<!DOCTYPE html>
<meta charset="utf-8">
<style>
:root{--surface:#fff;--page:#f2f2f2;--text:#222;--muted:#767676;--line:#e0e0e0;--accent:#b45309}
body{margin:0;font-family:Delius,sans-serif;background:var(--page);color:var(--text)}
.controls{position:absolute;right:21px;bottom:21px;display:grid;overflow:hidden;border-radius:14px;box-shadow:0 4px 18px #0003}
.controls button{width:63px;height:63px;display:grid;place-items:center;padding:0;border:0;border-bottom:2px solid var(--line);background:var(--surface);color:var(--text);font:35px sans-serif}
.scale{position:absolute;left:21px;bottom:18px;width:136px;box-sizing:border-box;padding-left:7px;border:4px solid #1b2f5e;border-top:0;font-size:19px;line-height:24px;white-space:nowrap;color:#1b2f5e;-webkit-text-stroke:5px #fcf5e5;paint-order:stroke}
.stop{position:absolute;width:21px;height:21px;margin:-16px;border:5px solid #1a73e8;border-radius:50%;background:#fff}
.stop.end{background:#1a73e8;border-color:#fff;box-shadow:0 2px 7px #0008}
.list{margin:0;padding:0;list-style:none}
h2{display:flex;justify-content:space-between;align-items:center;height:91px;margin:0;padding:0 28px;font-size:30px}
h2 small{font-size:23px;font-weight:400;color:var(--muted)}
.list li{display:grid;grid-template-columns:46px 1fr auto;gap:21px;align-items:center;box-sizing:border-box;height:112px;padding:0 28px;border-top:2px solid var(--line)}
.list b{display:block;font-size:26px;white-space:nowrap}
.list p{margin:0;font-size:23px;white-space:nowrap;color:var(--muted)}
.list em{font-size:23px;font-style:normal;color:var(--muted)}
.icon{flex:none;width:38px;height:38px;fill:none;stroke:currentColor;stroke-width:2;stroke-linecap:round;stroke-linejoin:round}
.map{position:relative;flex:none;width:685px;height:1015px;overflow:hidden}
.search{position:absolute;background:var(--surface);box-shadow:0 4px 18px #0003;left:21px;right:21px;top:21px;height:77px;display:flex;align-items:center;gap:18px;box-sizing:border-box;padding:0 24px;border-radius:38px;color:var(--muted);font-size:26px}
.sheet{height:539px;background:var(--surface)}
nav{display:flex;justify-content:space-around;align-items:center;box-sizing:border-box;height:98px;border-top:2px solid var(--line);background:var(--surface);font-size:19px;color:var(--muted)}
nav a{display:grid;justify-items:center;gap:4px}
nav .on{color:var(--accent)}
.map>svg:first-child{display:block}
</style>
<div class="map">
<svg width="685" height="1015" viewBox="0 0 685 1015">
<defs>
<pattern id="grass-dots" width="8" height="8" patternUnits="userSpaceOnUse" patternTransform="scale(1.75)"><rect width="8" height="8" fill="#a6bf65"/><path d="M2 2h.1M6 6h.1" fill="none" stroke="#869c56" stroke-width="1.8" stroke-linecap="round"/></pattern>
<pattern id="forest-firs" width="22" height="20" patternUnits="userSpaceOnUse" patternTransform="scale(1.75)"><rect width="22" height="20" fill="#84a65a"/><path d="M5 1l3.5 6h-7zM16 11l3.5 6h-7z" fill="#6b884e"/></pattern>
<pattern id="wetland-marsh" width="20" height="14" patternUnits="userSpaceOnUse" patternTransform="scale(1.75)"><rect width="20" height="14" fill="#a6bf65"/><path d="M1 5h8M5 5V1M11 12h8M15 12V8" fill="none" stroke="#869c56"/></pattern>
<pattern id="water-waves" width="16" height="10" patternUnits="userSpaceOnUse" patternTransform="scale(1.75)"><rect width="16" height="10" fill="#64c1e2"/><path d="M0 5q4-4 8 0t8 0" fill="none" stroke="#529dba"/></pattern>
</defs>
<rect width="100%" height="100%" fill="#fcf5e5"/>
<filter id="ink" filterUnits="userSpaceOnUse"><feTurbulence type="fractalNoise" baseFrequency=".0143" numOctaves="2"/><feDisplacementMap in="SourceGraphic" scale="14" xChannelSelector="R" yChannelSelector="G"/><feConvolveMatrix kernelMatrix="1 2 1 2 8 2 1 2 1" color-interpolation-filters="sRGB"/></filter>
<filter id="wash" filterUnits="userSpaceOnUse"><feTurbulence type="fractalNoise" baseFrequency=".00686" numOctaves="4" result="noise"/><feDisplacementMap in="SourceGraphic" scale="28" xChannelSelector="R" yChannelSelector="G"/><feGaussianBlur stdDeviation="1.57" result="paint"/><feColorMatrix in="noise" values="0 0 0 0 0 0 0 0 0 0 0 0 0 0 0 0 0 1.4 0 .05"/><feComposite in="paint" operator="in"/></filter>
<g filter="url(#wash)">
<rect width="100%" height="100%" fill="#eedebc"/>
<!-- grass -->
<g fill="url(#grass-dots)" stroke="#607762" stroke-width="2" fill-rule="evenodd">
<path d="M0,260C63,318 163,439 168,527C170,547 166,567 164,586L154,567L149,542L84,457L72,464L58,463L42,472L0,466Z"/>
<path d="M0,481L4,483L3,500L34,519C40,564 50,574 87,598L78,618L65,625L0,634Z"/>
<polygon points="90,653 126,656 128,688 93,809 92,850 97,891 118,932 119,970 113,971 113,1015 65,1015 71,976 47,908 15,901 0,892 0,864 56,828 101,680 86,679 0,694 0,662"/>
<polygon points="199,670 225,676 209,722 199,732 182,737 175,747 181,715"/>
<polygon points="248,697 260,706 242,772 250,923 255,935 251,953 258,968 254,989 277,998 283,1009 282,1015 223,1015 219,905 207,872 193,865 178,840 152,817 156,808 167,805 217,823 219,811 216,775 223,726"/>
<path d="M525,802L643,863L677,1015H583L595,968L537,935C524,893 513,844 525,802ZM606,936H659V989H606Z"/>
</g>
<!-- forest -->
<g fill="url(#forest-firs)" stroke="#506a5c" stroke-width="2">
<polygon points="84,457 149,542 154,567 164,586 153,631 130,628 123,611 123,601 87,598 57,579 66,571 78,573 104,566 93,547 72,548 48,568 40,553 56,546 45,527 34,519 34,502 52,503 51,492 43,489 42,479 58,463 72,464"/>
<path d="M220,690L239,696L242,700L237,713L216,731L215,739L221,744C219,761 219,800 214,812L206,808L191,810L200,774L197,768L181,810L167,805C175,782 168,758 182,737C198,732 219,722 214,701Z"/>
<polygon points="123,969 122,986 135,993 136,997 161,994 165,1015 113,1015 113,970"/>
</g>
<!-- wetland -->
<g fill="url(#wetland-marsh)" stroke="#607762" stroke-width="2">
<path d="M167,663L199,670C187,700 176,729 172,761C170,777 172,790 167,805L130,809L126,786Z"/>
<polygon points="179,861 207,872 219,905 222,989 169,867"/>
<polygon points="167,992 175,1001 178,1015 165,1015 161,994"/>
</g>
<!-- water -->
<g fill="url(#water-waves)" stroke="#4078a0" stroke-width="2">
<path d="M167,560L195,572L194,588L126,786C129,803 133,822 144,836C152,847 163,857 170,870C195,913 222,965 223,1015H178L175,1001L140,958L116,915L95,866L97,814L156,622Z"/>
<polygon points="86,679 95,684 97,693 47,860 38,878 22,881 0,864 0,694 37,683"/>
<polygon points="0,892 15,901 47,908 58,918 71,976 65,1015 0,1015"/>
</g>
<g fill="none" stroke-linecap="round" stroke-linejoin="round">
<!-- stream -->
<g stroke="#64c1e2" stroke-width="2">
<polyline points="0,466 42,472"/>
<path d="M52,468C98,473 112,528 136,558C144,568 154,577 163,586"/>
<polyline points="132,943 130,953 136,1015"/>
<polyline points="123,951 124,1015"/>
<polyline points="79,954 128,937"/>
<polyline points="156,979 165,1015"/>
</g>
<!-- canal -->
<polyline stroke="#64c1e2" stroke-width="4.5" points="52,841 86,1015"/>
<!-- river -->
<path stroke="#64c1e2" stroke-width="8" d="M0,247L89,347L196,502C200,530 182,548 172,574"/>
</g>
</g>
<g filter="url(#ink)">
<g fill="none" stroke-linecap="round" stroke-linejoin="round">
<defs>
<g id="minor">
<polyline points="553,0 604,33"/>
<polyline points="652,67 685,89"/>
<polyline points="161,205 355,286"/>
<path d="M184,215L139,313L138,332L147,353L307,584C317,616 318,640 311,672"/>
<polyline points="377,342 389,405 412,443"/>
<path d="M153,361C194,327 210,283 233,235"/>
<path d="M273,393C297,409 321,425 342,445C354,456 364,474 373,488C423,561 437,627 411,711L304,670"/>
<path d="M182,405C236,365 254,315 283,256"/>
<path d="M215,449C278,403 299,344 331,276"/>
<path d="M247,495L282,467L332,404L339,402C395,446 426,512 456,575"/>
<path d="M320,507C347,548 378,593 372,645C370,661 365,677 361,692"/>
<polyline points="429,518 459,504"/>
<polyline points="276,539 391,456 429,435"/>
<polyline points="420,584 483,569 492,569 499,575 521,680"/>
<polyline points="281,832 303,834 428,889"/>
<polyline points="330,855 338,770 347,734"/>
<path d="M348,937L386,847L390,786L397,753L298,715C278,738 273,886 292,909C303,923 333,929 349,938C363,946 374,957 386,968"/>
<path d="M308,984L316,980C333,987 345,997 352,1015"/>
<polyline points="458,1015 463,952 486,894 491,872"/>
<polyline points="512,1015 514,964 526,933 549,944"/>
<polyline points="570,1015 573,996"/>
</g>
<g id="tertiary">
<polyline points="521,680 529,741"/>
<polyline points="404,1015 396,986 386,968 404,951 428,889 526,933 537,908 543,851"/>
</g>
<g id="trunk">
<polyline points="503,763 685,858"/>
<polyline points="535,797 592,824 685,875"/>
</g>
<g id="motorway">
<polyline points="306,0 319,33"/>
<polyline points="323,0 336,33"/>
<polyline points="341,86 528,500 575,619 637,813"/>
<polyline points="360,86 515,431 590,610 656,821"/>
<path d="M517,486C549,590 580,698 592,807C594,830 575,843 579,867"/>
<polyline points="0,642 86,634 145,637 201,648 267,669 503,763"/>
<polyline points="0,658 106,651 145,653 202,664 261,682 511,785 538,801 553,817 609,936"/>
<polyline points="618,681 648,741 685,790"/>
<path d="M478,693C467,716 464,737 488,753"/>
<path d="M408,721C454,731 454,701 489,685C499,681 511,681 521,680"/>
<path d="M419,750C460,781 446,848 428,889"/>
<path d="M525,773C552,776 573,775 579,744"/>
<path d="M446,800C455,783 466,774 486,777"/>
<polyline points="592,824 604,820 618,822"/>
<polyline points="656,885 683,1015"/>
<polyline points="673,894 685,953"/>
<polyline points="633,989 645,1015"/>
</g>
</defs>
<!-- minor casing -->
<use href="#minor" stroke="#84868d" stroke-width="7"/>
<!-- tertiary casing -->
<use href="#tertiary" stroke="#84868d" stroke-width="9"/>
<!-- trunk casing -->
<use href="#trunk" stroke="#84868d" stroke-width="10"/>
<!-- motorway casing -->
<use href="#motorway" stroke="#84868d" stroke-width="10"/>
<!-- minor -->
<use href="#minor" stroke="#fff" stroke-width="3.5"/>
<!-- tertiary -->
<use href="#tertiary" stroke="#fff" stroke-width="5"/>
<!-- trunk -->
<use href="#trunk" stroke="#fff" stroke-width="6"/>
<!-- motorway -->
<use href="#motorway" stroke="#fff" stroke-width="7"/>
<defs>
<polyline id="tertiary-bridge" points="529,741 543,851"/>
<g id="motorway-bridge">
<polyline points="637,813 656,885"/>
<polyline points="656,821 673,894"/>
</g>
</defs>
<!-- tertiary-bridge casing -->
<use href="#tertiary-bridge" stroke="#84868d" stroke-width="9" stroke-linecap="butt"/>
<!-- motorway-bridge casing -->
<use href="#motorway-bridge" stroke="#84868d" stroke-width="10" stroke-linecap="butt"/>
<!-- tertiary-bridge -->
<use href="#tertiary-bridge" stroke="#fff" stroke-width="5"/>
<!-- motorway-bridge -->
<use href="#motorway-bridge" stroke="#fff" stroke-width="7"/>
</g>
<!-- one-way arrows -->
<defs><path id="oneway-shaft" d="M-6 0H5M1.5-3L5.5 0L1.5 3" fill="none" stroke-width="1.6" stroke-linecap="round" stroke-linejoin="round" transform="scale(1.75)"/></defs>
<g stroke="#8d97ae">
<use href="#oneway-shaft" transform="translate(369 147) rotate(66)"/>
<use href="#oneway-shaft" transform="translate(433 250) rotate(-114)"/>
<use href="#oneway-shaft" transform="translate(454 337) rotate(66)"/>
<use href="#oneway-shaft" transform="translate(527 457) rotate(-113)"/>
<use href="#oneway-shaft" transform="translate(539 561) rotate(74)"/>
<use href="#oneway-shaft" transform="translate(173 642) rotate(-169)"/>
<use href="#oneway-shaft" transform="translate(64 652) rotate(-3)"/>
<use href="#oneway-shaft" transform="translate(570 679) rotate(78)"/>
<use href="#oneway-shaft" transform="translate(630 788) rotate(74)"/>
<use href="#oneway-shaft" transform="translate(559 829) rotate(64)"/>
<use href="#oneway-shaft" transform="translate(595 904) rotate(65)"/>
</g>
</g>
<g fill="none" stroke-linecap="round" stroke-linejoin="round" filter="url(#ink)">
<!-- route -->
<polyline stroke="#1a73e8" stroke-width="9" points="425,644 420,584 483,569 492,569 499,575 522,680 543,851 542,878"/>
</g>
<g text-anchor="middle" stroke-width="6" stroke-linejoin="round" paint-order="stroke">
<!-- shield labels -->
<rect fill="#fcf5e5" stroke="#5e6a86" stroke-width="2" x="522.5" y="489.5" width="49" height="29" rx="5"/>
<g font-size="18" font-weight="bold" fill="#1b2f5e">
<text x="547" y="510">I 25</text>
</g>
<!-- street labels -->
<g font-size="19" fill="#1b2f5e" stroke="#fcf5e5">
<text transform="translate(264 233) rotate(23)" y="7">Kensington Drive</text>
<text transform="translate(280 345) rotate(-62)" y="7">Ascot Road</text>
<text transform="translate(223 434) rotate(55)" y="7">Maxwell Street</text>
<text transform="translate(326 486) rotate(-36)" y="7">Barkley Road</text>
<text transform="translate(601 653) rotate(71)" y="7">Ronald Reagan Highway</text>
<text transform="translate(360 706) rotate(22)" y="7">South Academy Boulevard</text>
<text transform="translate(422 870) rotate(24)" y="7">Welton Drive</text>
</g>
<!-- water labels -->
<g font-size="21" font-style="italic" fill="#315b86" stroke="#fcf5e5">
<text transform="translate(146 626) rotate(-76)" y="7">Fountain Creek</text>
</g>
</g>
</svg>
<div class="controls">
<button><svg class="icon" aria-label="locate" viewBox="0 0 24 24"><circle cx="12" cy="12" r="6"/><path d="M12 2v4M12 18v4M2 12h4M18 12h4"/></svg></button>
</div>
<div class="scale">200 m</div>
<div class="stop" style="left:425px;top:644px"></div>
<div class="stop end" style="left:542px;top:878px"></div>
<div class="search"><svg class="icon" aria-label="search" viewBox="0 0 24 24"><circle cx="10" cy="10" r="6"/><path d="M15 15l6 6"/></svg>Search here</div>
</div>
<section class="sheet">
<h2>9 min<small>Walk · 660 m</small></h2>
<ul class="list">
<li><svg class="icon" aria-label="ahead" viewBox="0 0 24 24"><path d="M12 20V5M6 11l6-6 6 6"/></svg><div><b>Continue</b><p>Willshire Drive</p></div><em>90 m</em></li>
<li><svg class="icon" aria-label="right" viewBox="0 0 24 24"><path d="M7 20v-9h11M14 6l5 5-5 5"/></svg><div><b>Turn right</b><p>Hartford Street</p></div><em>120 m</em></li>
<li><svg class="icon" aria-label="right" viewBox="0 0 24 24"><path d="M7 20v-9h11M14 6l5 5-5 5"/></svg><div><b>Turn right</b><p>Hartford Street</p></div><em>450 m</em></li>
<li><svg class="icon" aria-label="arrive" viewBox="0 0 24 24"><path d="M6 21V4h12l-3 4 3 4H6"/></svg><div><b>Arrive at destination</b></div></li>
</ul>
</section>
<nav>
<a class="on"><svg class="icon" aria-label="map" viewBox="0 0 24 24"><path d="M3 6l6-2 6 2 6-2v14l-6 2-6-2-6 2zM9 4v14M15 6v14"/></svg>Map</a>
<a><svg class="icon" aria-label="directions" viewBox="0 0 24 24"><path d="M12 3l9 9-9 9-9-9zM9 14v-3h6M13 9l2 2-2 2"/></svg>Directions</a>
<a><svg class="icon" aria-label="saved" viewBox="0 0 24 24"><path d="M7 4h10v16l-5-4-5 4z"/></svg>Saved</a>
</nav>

+===+

**WORK TASK**.
Which of the lines above carry the string "wash"? Pick them out and copy them.

**FINAL ANSWER**.
<filter id="wash" filterUnits="userSpaceOnUse"><feTurbulence type="fractalNoise" baseFrequency=".00686" numOctaves="4" result="noise"/><feDisplacementMap in="SourceGraphic" scale="28" xChannelSelector="R" yChannelSelector="G"/><feGaussianBlur stdDeviation="1.57" result="paint"/><feColorMatrix in="noise" values="0 0 0 0 0 0 0 0 0 0 0 0 0 0 0 0 0 1.4 0 .05"/><feComposite in="paint" operator="in"/></filter>
<g filter="url(#wash)">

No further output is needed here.